[Top][All Lists]
[Date Prev][Date Next][Thread Prev][Thread Next][Date Index][Thread Index]
[Freecats-Dev] Bilingual File Format (again)
From: |
Henri Chorand |
Subject: |
[Freecats-Dev] Bilingual File Format (again) |
Date: |
Tue, 01 Apr 2003 21:43:31 +0200 |
User-agent: |
Mozilla/5.0 (X11; U; Linux i686; en-US; rv:1.0.1) Gecko/20021003 |
Hi Marc,
Firstly, thank you to all members of Free CATS for your confidence in
> the future of the OmegaT project.
Three is a crowd, as Buster Keaton (I think) once said ;-)
Keith will no doubt begin making contributions of his own to the list
> in due course, but at the moment both he and I are under time pressure
> owing to other activities. Please be patient!
No problem - we all are very busy persons.

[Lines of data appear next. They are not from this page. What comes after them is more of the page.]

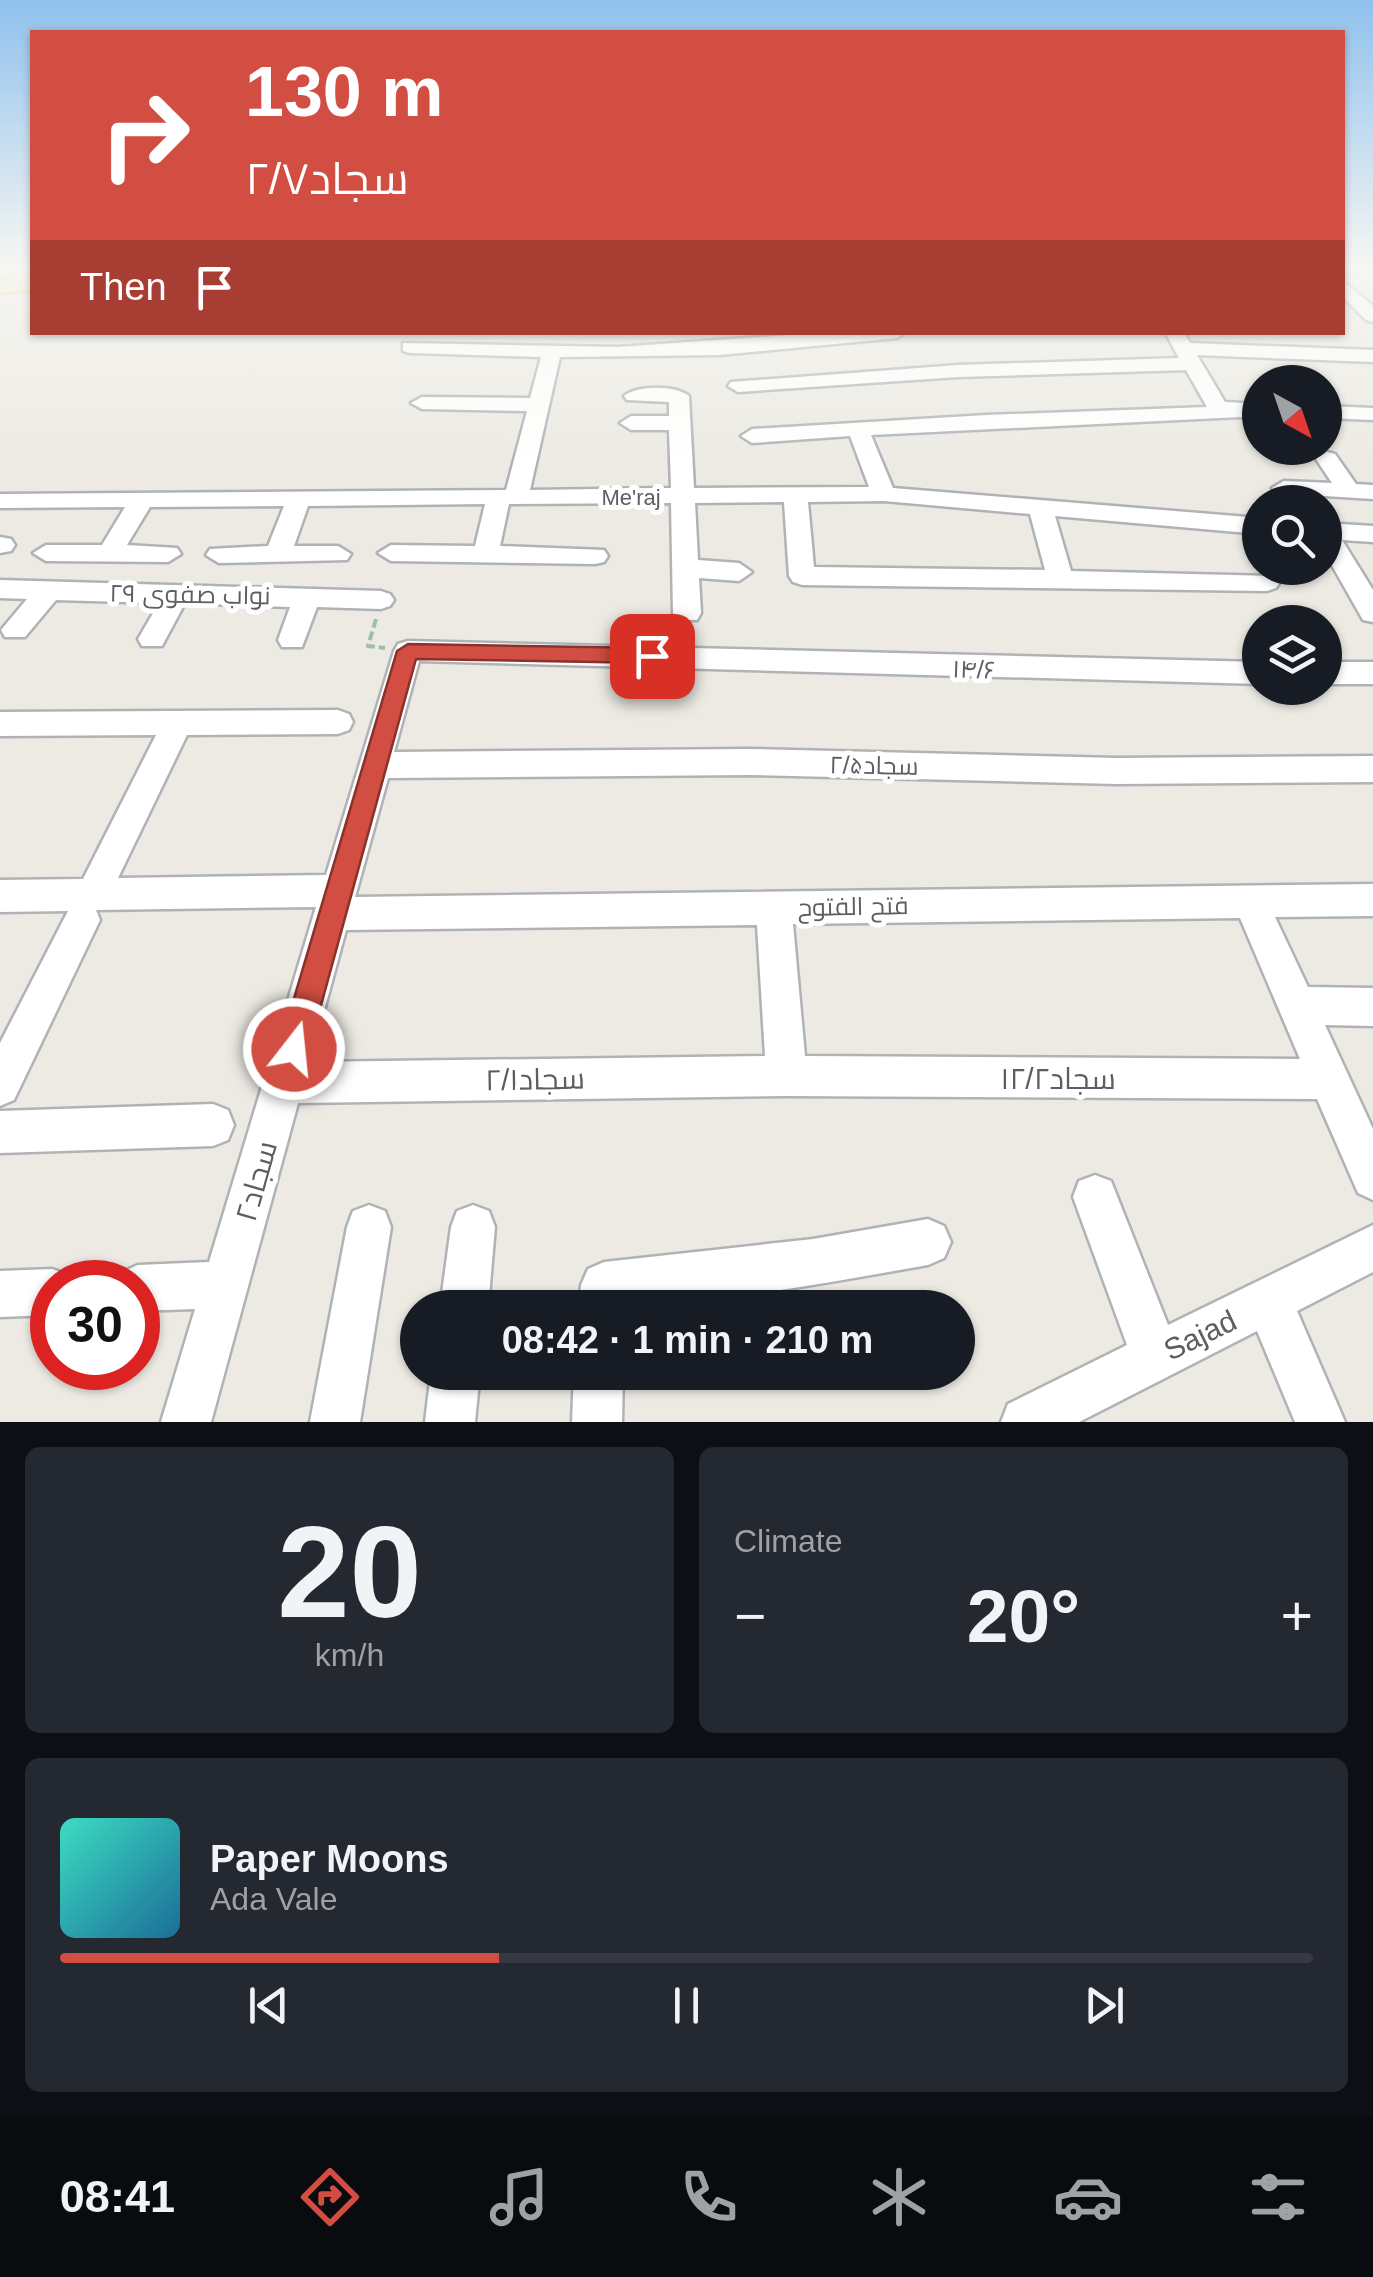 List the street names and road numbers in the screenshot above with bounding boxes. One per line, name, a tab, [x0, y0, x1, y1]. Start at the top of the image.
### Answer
street label: Me'raj	[601, 485, 661, 510]
street label: نواب صفوی ۲۹	[109, 579, 271, 610]
street label: ۱۴/۶	[952, 654, 996, 684]
street label: ۲/۵سجاد	[829, 750, 919, 780]
street label: فتح الفتوح	[797, 891, 909, 924]
street label: ۲/۱سجاد	[485, 1062, 585, 1096]
street label: ۱۲/۲سجاد	[1000, 1062, 1116, 1095]
street label: ۲سجاد	[229, 1137, 283, 1225]
street label: Sajad	[1158, 1303, 1242, 1367] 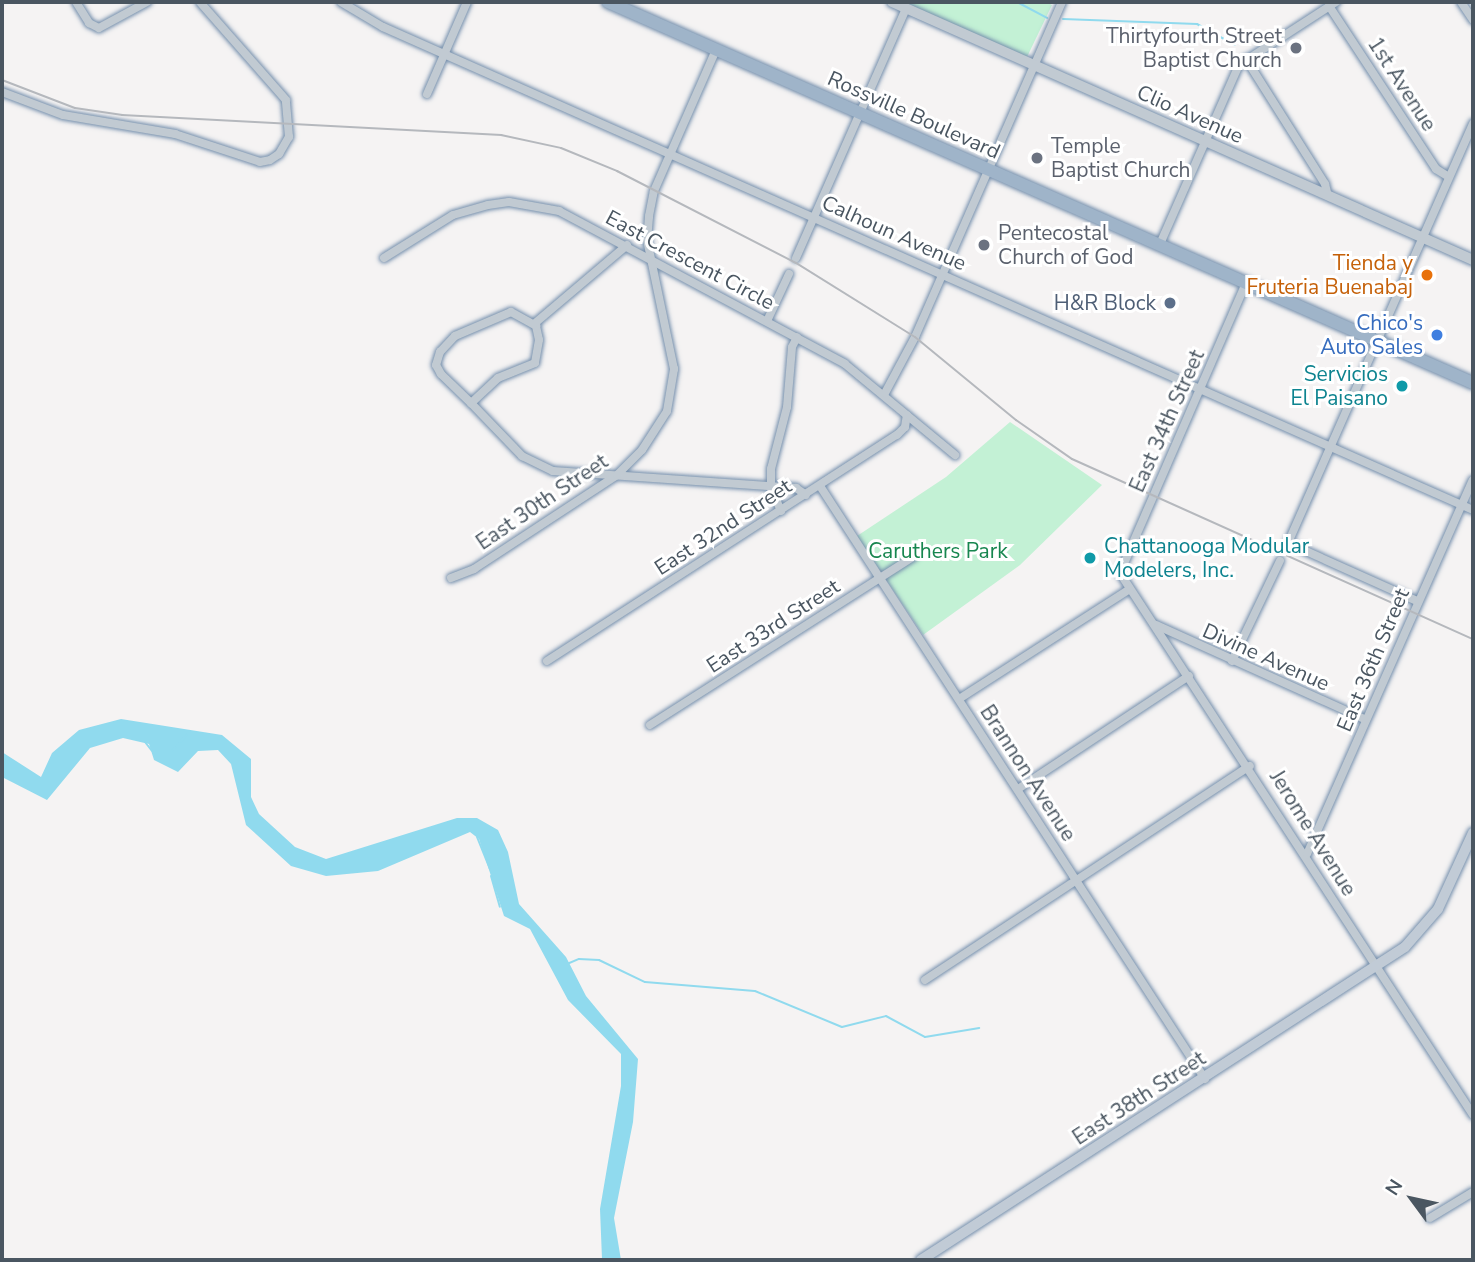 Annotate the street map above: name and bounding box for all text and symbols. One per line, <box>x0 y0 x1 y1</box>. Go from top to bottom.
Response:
place label: Thirtyfourth Street Baptist Church <box>1106 23 1282 73</box>
street label: 1st Avenue <box>1362 32 1442 136</box>
marker: Thirtyfourth Street Baptist Church <box>1288 40 1304 56</box>
street label: Rossville Boulevard <box>824 66 1004 164</box>
street label: Clio Avenue <box>1133 79 1247 149</box>
place label: Temple Baptist Church <box>1051 133 1190 183</box>
marker: Temple Baptist Church <box>1029 150 1045 166</box>
street label: Calhoun Avenue <box>818 190 970 276</box>
street label: East Crescent Circle <box>601 205 779 315</box>
place label: Pentecostal Church of God <box>998 220 1133 270</box>
marker: Pentecostal Church of God <box>976 237 992 253</box>
place label: Tienda y Fruteria Buenabaj <box>1247 250 1413 300</box>
marker: Tienda y Fruteria Buenabaj <box>1419 267 1435 283</box>
place label: H&R Block <box>1054 290 1156 316</box>
marker: H&R Block <box>1162 295 1178 311</box>
place label: Chico's Auto Sales <box>1320 310 1423 360</box>
marker: Chico's Auto Sales <box>1429 327 1445 343</box>
street label: East 34th Street <box>1124 346 1210 496</box>
place label: Servicios El Paisano <box>1291 361 1388 411</box>
marker: Servicios El Paisano <box>1394 378 1410 394</box>
street label: East 30th Street <box>471 449 613 555</box>
street label: East 32nd Street <box>650 473 796 581</box>
place label: Chattanooga Modular Modelers, Inc. <box>1104 533 1309 583</box>
park label: Caruthers Park <box>868 538 1008 564</box>
marker: Chattanooga Modular Modelers, Inc. <box>1082 550 1098 566</box>
street label: East 33rd Street <box>702 574 844 678</box>
street label: East 36th Street <box>1331 585 1415 735</box>
street label: Divine Avenue <box>1199 618 1333 696</box>
street label: Brannon Avenue <box>975 700 1081 846</box>
street label: Jerome Avenue <box>1264 766 1362 900</box>
street label: East 38th Street <box>1068 1046 1210 1150</box>
north arrow <box>1377 1164 1447 1234</box>
text: N <box>1380 1175 1409 1201</box> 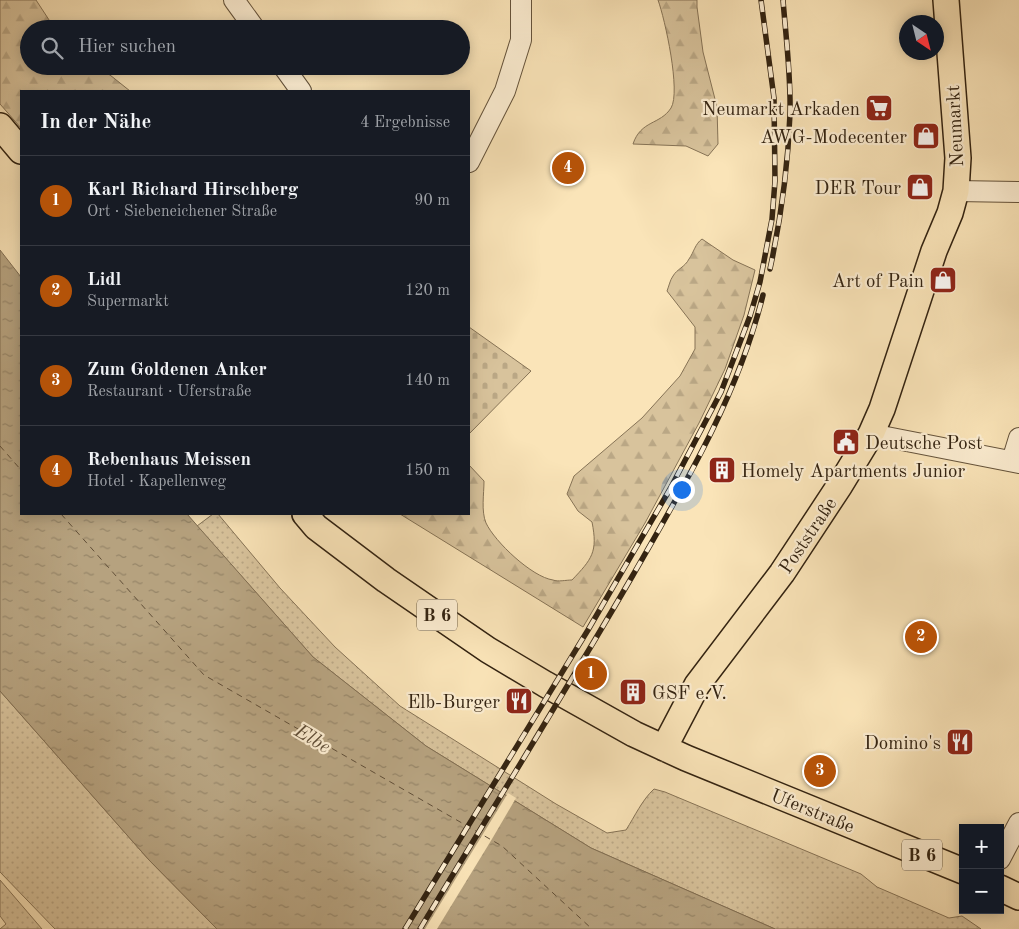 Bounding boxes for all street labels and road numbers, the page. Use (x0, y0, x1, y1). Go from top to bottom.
street label: Neumarkt (945, 84, 968, 167)
street label: Poststraße (777, 495, 841, 578)
road number: B 6 (417, 600, 457, 630)
street label: Uferstraße (768, 787, 857, 838)
road number: B 6 (902, 840, 942, 870)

Now, concerning the Famous Bilingual file format:
When I was thinking about starting from scratch, I started wanting to
make up a very simple, yet extensible enough, design:
1) Being ignorant about XML, apart from its most basic principles, I
still wanted it to be XML-based, that is, tag-based - XML is the future,
or so I heard everybody knowledgeable say.
2) I knew it had to include formatting info. I first looked for tagging
info in XML specs and asked a few techies around, only to find out that,
in itself, XML specs do not say anything about it. I then supposed we
could use HTML's set of formatting tags, at least for a start (I assumed
that for the more complicated formatting tags found in some DTP &
word-processor, we could simply find a way to keep them unchanged and
end up with a pseudo-Wysiwyg approach that would be good enough for us
translators).
3) I also knew that we had to parse any XML source file sequentially, in
a "dumb" way (only caring about its text & formatting contents and
leaving its structure unchanged, even and especially if it was
supposedly weird or malformed, and all the more since most existing HTML
files found today ARE badly formatted from XML's point of view).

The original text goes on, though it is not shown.